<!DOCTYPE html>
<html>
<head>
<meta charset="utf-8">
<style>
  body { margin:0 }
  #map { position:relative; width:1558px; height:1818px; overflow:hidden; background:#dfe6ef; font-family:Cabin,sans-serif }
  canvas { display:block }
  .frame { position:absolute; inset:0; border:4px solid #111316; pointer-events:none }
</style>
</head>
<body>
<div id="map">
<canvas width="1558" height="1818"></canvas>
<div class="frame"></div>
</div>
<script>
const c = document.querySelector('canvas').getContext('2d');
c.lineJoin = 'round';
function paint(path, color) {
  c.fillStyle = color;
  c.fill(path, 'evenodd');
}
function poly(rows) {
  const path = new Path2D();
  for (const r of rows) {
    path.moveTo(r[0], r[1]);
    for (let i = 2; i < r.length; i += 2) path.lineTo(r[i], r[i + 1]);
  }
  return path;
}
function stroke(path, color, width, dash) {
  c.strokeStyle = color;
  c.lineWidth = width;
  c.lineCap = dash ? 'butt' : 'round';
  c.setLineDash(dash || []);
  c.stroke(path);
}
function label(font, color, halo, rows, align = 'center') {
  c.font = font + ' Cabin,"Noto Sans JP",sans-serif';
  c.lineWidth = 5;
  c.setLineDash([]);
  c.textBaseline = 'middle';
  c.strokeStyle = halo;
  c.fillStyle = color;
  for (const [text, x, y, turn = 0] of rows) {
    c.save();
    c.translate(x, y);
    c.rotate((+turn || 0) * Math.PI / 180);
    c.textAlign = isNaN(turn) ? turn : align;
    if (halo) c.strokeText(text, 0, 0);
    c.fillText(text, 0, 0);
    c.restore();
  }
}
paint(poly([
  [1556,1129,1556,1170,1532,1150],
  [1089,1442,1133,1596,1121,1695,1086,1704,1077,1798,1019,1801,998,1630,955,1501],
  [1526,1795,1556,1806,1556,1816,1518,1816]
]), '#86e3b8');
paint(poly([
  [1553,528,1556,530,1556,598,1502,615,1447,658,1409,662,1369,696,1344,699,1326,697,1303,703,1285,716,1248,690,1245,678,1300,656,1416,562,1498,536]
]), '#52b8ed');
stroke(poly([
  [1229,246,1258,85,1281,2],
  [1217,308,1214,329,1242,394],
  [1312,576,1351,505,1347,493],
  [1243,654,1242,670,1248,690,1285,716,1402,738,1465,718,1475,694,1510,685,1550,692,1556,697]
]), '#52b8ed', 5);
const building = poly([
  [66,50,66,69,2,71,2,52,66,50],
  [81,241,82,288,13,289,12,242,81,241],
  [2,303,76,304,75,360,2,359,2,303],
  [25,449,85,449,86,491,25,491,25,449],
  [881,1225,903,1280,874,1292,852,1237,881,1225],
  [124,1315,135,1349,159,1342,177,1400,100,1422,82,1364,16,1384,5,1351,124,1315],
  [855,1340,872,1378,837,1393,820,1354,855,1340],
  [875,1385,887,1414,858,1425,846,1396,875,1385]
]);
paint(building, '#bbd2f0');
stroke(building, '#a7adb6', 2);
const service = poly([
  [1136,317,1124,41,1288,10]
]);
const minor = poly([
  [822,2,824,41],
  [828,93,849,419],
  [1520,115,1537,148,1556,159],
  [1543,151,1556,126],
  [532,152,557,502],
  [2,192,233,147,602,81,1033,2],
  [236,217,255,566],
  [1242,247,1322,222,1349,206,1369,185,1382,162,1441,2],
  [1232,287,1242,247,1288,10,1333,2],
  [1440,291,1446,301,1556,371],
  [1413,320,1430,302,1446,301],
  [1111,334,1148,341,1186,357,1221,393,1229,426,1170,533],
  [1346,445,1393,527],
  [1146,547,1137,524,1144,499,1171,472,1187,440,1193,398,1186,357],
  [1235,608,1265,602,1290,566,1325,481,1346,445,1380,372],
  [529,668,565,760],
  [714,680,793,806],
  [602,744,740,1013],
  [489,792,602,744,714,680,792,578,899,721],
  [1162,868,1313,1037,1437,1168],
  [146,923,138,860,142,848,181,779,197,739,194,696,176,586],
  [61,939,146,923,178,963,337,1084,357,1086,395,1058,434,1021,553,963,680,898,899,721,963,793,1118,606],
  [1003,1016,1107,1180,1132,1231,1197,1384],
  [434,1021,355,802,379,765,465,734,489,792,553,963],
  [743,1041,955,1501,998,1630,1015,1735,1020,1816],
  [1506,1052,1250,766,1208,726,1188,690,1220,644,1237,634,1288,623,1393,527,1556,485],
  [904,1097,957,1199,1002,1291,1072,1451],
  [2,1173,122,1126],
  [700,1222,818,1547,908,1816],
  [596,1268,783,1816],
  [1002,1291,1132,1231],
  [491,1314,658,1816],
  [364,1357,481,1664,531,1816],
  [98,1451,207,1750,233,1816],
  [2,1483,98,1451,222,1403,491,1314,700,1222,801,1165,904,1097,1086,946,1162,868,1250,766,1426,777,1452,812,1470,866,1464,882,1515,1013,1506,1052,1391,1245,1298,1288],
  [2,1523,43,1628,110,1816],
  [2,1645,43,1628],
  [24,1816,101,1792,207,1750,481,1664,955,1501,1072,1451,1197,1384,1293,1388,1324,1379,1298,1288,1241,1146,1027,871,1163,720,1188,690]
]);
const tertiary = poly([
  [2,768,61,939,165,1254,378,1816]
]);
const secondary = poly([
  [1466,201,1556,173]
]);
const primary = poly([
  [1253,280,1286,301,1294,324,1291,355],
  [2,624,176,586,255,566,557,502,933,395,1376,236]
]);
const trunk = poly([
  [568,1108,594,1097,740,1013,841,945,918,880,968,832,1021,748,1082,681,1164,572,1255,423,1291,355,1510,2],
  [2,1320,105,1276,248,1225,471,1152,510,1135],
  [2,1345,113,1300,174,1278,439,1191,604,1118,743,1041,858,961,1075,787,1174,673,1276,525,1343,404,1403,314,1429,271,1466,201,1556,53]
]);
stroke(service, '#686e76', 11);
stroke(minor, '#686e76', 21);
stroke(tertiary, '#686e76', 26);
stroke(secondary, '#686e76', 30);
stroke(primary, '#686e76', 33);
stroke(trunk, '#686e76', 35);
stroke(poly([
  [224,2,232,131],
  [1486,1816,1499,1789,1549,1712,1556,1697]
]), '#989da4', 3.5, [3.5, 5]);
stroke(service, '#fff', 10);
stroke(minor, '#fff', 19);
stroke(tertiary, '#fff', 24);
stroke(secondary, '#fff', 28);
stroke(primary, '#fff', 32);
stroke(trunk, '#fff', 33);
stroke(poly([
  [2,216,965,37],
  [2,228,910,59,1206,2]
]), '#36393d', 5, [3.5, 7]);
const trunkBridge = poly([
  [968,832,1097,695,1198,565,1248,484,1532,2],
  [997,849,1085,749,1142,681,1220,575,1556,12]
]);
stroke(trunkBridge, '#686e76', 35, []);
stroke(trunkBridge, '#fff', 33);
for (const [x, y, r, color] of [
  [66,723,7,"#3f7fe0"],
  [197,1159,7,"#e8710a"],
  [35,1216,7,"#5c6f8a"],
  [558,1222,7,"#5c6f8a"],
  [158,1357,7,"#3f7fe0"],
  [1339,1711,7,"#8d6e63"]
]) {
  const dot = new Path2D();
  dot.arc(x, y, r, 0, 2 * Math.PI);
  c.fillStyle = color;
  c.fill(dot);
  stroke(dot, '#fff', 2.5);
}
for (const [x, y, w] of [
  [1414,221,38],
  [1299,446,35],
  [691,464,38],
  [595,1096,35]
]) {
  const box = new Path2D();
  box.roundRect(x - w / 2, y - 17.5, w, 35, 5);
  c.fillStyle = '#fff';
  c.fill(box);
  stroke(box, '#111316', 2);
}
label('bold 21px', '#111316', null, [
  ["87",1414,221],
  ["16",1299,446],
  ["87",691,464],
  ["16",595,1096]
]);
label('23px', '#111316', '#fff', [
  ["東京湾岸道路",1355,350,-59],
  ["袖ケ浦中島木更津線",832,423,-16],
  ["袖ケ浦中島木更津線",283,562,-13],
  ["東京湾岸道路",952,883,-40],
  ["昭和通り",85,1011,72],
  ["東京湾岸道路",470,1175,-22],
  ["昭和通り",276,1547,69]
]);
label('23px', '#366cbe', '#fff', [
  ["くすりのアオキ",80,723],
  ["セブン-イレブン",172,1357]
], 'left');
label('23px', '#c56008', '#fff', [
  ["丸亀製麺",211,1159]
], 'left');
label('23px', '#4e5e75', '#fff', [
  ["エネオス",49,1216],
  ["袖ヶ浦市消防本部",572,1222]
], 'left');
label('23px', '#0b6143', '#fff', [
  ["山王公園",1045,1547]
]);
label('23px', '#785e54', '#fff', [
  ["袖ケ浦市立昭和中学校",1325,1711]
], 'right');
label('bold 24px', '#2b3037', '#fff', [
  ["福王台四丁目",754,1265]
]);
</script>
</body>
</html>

____

**DIRECTIONS FOR THIS TASK**
Each line with "strokeStyle" in it must be identified and copied from the material.

**RESULT OF THIS TASK**
  c.strokeStyle = color;
  c.strokeStyle = halo;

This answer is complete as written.